> _Directions for this task_
Return only the lines from the start of the records through the line that contains "2px #6b646c) drop-shadow(0", inclusive; leave out all pictures.

______

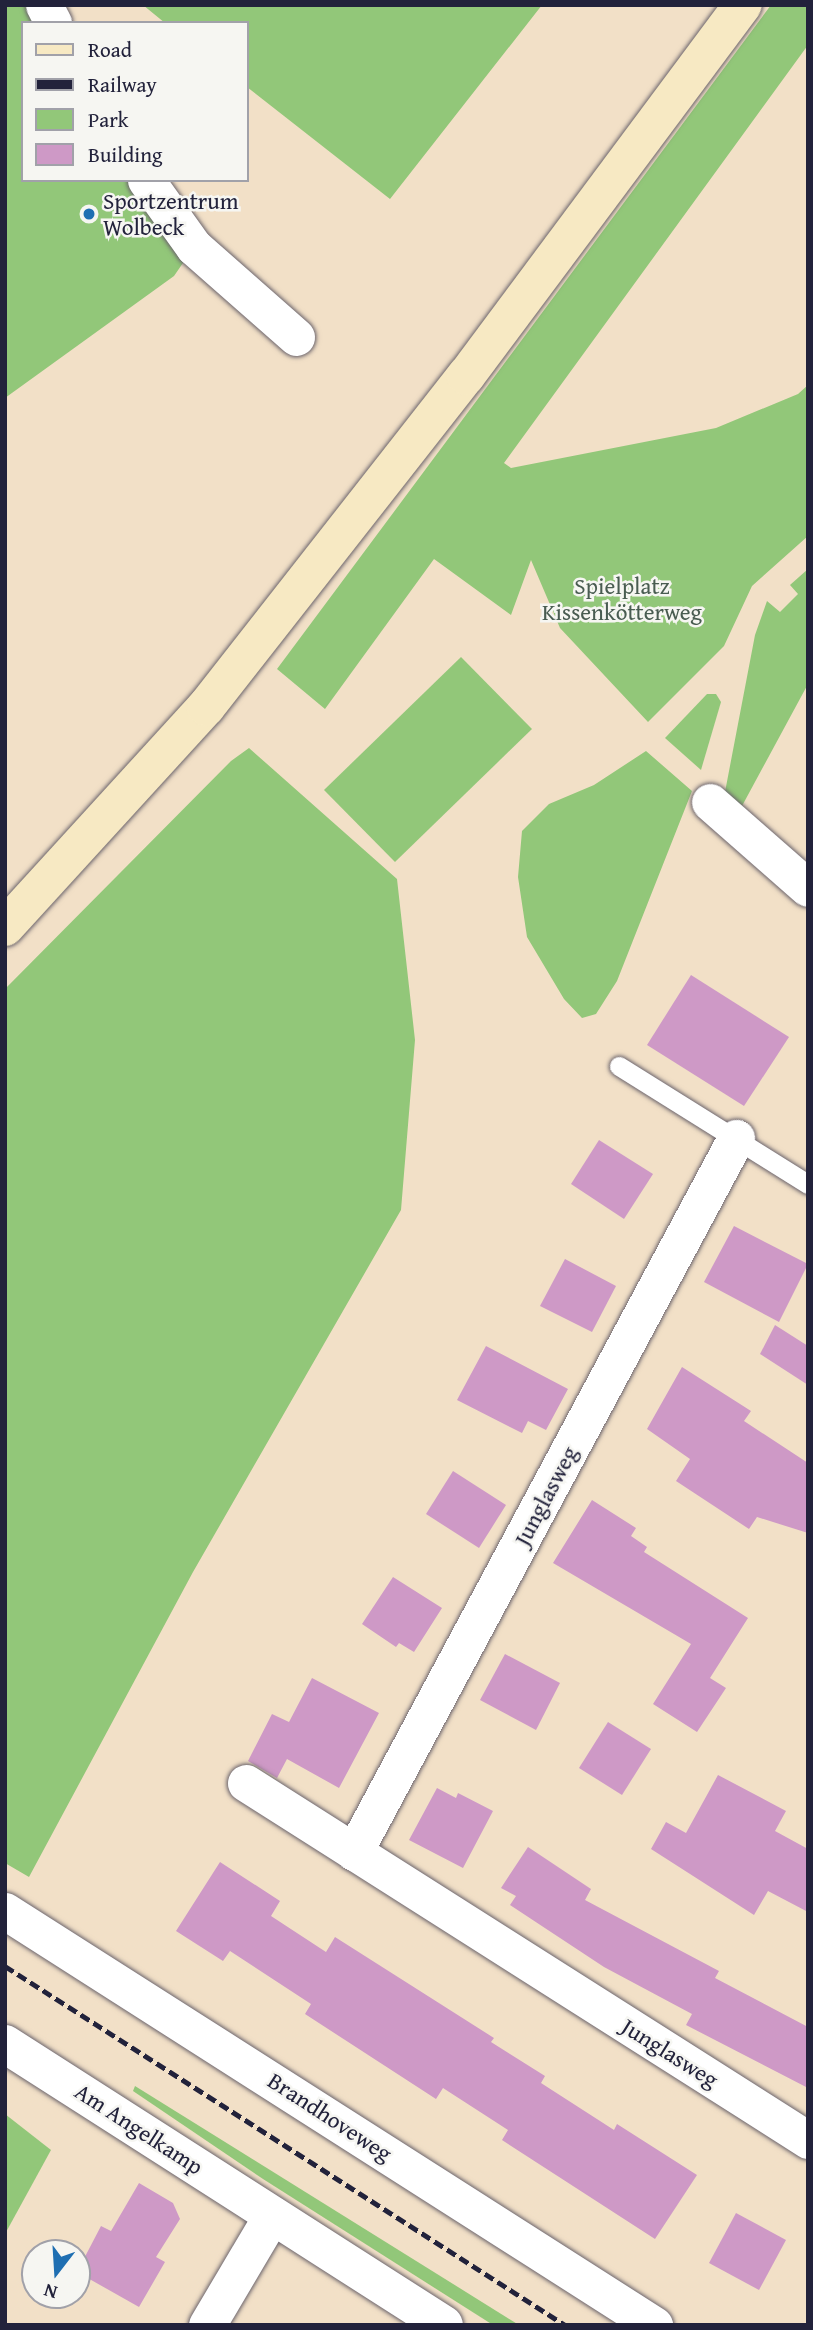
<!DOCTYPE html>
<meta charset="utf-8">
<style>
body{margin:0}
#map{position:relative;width:813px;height:2330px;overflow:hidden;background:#f2e0c7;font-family:"Gentium Book Plus",serif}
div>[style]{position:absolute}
.green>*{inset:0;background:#92c779}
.building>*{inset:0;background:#ce99c6}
.roads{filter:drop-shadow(0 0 2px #6b646c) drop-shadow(0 0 2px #6b646c)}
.service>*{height:19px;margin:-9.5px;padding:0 9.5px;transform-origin:9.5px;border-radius:9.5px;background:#fff}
.minor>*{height:37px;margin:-18.5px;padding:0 18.5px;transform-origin:18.5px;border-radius:18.5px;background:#fff}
.tertiary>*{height:38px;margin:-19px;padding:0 19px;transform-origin:19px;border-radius:19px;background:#fff}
.secondary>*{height:38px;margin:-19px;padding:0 19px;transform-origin:19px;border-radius:19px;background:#f7e9c3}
.rail>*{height:5px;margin-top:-2.5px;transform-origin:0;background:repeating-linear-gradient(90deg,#22223b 0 10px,transparent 0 15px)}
.dots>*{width:19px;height:19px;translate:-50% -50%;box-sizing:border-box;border:4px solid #f6f6f2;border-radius:50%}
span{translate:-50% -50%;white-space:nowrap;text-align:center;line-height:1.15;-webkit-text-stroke:5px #f6f6f2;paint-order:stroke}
.poi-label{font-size:23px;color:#22223b}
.left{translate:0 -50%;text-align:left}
.park-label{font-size:23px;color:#495c51}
.street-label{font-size:23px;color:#22223b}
.frame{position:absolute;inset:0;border:7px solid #22223b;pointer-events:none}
.legend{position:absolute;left:21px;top:21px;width:228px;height:161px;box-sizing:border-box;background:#f6f6f2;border:2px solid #a1a1a9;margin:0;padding:9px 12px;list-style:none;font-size:21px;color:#22223b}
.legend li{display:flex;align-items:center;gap:14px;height:35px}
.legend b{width:35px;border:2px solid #a1a1a9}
.north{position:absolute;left:21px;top:2239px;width:70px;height:70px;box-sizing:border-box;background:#f6f6f2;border:2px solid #a1a1a9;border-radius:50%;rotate:197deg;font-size:19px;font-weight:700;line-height:28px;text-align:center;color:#22223b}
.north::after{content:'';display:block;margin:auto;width:24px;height:32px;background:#1f6fb2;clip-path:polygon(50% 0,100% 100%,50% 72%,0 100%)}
</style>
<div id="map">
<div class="green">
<div style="clip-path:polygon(5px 5px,44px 5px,53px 23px,23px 23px,23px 180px,150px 180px,194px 247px,174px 276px,5px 398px)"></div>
<div style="clip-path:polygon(143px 5px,542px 5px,390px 199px,247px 87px,247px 23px,165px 23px)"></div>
<div style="clip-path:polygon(771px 5px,808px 5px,808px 45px,504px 463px,511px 468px,716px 428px,798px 394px,808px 385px,808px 536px,752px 586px,724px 646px,648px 722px,560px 628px,531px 560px,511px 615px,434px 559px,325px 709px,277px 669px)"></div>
<div style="clip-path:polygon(808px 569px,808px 684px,742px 806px,725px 792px,755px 635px,767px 601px,780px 612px,798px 594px,790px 585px)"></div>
<div style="clip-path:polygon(461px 657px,532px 729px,395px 862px,324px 790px)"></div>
<div style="clip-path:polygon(707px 694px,716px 694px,721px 702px,701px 770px,665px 738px)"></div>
<div style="clip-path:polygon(249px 748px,397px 879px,415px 1040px,401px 1210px,193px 1572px,29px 1877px,5px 1863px,5px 989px,231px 761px)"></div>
<div style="clip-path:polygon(646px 751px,692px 791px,617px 981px,596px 1014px,582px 1018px,564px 999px,527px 937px,518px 877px,522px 831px,549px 804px,594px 785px)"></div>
<div style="clip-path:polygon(135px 2086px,519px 2325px,493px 2325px,263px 2179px,133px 2091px)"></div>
<div style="clip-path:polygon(5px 2114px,51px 2150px,5px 2234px)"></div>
</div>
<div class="building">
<div style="clip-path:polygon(691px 975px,789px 1037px,744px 1106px,647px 1045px)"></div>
<div style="clip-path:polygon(599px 1140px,653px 1174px,624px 1219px,571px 1184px)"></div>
<div style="clip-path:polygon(734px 1226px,808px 1264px,779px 1322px,704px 1282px)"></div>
<div style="clip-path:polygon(565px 1259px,616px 1286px,592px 1332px,540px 1306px)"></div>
<div style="clip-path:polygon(775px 1325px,808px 1346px,808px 1385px,760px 1354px)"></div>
<div style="clip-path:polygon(486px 1346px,568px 1389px,546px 1430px,528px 1421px,522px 1433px,457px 1400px)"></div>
<div style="clip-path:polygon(682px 1367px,751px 1411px,744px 1421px,808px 1463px,808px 1533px,757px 1517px,749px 1529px,676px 1481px,690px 1459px,647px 1429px)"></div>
<div style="clip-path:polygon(453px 1471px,506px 1505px,479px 1548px,426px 1514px)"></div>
<div style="clip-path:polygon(592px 1500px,636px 1528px,631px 1536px,647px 1547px,644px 1552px,748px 1618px,710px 1678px,726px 1688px,697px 1732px,653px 1704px,691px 1644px,553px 1563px)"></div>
<div style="clip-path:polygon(393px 1577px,442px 1608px,414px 1652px,399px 1643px,396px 1647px,362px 1624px)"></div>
<div style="clip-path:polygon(505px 1654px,560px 1683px,536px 1730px,480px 1700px)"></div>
<div style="clip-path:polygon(312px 1678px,379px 1713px,339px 1788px,287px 1759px,277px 1778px,248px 1761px,272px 1714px,289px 1722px)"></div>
<div style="clip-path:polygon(608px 1722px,651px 1749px,622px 1795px,579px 1768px)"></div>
<div style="clip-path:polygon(718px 1775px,786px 1811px,775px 1831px,808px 1849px,808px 1912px,768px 1891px,754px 1915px,651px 1849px,666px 1822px,686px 1833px)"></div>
<div style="clip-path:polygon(437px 1788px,456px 1798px,458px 1793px,493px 1811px,463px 1868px,409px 1840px)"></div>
<div style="clip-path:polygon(528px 1847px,591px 1889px,585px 1900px,719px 1971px,715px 1978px,808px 2027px,808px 2088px,686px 2025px,692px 2014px,604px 1967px,510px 1905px,516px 1896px,501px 1888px)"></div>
<div style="clip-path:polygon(220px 1862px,280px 1901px,271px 1916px,326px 1952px,335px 1937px,494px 2038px,491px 2042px,545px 2076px,541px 2083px,614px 2130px,617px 2124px,697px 2175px,655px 2239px,502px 2140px,508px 2130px,443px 2088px,436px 2099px,305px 2014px,311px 2004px,230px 1951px,223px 1961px,176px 1931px)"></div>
<div style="clip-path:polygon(139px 2183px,173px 2203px,180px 2219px,156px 2257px,165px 2262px,139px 2307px,77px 2272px,101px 2226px,111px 2231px)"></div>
<div style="clip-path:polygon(736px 2213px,786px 2240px,759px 2290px,709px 2263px)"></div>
</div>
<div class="roads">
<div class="service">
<div style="left:619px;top:1066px;width:223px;rotate:32deg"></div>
</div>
<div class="minor">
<div style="left:44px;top:5px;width:20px;rotate:63deg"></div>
<div style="left:146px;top:180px;width:82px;rotate:54.4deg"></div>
<div style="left:194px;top:247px;width:136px;rotate:41.4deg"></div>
<div style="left:710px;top:802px;width:130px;rotate:41.3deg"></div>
<div style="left:246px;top:1783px;width:666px;rotate:32.42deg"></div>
<div style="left:354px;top:1852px;width:810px;rotate:-61.85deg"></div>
<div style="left:5px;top:1911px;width:770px;rotate:32.53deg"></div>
<div style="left:207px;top:2325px;width:128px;rotate:-59.4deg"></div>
</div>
<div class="tertiary">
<div style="left:5px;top:2044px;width:521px;rotate:32.62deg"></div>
</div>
<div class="secondary">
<div style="left:5px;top:927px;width:298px;rotate:-47.6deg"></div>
<div style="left:206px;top:707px;width:421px;rotate:-51.9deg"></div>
<div style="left:466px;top:376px;width:463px;rotate:-53.3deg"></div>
</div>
</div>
<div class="rail">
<div style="left:5px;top:1966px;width:665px;rotate:32.66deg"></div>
</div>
<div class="dots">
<div style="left:89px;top:214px;background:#1f6fb2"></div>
</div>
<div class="poi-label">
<span class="left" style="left:103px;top:214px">Sportzentrum<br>Wolbeck</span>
</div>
<div class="park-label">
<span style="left:622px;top:599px">Spielplatz<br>Kissenkötterweg</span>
</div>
<div class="street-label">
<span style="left:546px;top:1496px;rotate:-62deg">Junglasweg</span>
<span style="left:670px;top:2053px;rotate:32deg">Junglasweg</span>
<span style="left:330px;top:2117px;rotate:33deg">Brandhoveweg</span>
<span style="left:139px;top:2129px;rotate:33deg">Am Angelkamp</span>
</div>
<div class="frame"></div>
<ul class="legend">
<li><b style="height:9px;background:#f7e9c3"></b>Road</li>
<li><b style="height:9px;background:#22223b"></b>Railway</li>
<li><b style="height:19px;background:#92c779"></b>Park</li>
<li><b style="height:19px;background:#ce99c6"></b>Building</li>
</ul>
<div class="north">N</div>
</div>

______

> _Completed task_
<!DOCTYPE html>
<meta charset="utf-8">
<style>
body{margin:0}
#map{position:relative;width:813px;height:2330px;overflow:hidden;background:#f2e0c7;font-family:"Gentium Book Plus",serif}
div>[style]{position:absolute}
.green>*{inset:0;background:#92c779}
.building>*{inset:0;background:#ce99c6}
.roads{filter:drop-shadow(0 0 2px #6b646c) drop-shadow(0 0 2px #6b646c)}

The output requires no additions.